**WORK TASK:** Check each line of the data below for the word "JSON". How many lines have it? Answer with the number alone.

**Collected data:**
┌────────

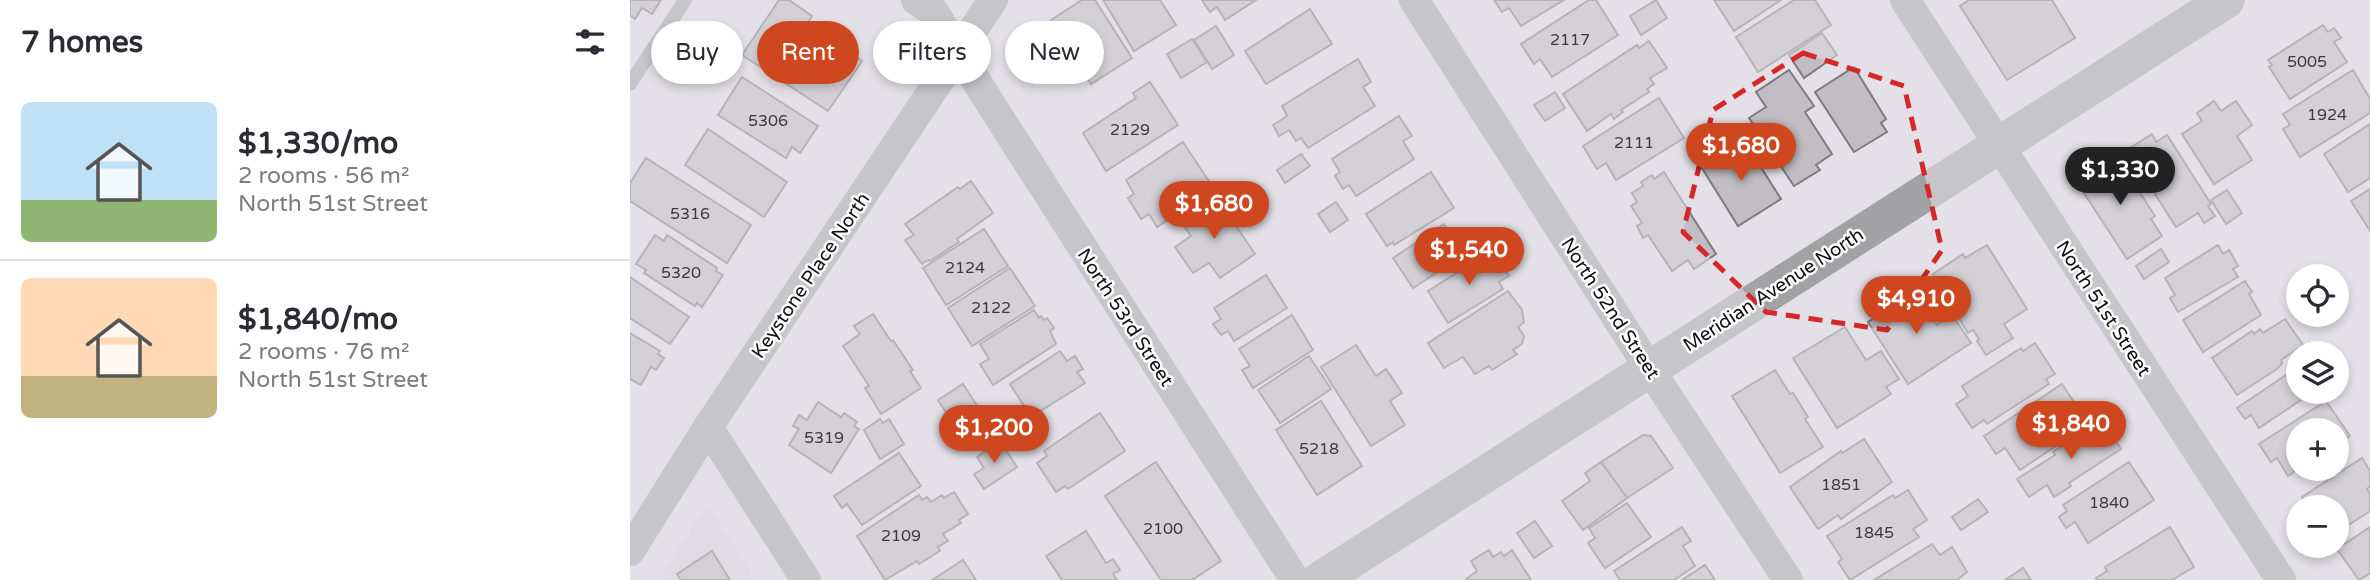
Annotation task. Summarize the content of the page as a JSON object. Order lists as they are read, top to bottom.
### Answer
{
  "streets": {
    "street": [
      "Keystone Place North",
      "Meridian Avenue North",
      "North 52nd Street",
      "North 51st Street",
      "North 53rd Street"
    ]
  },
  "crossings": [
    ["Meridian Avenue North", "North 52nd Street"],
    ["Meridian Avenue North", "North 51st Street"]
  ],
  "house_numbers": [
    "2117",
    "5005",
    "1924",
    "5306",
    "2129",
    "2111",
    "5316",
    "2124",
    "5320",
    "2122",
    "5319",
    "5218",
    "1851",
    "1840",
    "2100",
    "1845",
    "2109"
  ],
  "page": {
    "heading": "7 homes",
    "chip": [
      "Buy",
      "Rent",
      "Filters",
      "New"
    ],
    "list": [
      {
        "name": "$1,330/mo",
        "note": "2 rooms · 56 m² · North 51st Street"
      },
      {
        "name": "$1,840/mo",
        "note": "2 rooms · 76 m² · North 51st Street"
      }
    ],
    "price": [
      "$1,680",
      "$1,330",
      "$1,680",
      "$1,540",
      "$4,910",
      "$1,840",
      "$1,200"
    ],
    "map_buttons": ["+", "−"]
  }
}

└────────
┌────────

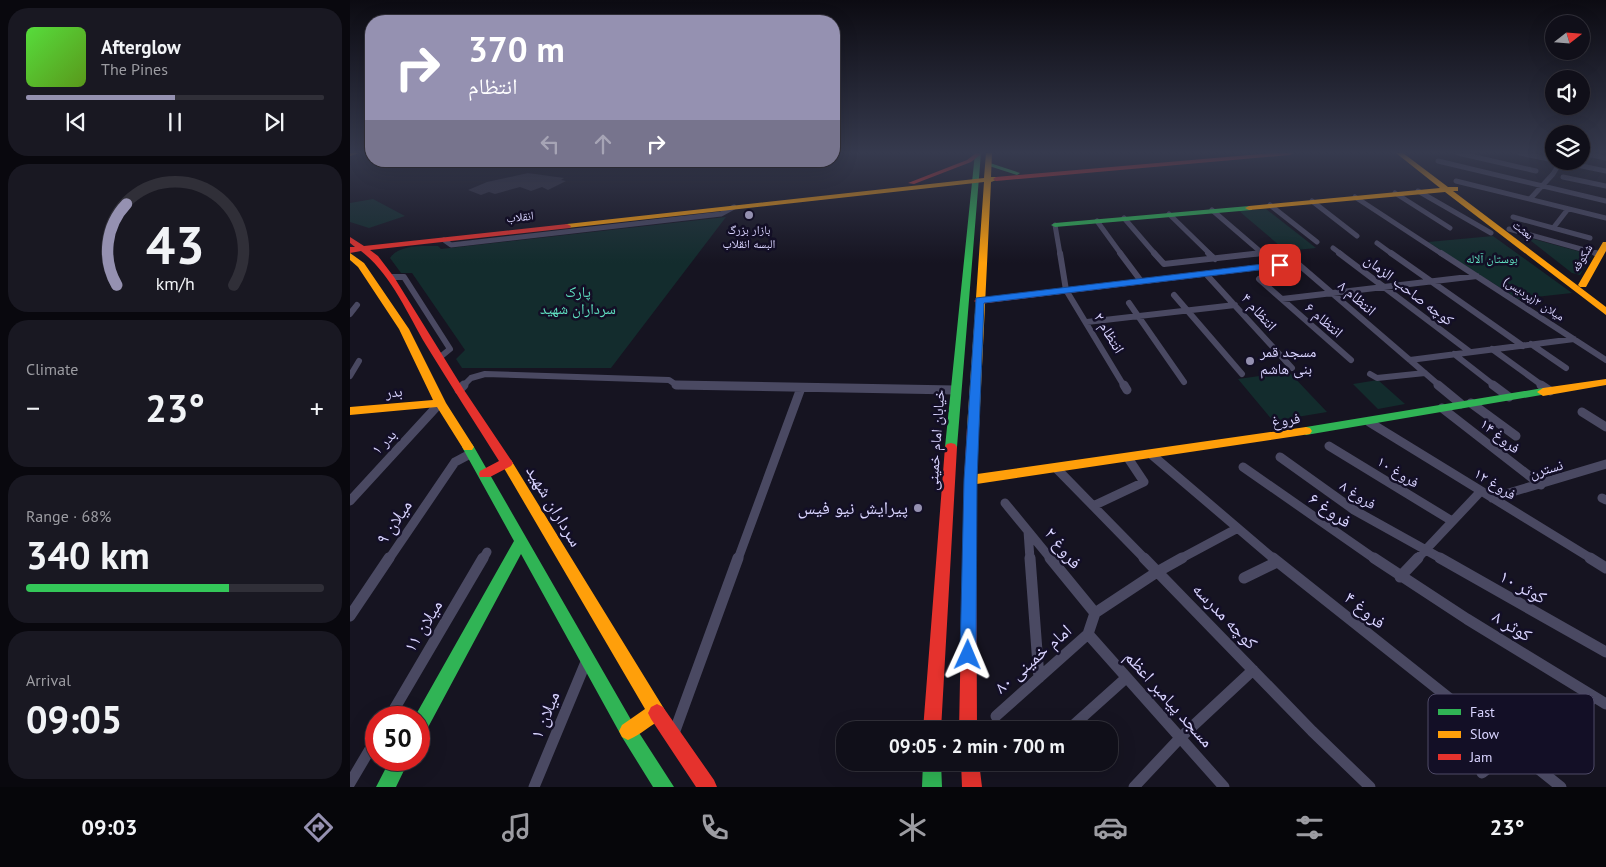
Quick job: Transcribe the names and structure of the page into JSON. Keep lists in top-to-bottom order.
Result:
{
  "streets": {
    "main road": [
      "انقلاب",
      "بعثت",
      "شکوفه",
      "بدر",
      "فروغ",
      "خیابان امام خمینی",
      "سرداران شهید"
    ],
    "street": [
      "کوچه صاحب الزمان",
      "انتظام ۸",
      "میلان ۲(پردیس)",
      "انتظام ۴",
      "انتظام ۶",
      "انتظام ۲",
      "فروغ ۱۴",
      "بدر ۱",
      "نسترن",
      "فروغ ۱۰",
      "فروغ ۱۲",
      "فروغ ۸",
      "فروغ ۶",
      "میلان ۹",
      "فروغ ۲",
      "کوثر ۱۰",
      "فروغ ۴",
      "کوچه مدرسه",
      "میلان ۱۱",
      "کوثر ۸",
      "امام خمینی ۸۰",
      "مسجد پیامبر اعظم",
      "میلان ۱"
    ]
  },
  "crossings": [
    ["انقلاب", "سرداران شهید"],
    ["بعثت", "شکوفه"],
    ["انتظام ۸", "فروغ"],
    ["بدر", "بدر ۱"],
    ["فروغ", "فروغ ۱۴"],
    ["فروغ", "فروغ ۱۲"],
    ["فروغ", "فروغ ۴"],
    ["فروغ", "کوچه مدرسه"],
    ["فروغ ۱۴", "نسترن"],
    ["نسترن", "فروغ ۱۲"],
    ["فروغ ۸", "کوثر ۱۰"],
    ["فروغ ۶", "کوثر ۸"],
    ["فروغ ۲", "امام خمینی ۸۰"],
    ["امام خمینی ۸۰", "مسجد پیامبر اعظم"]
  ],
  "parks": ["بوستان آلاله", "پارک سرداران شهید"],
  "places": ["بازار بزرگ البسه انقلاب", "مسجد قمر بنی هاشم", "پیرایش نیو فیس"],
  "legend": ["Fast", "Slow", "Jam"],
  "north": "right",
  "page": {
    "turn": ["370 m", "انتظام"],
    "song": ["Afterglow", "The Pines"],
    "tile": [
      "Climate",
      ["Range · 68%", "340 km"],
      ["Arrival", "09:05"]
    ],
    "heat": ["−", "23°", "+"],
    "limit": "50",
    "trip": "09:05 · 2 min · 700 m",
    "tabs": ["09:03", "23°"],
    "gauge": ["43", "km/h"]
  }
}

└────────
┌────────

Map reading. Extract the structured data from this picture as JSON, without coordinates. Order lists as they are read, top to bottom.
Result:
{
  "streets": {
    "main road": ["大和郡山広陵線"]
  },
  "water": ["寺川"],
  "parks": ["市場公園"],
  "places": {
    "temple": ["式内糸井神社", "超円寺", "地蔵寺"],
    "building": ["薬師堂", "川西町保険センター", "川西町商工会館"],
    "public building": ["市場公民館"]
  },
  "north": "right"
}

└────────

**SOLUTION TO THIS PROBLEM:** 3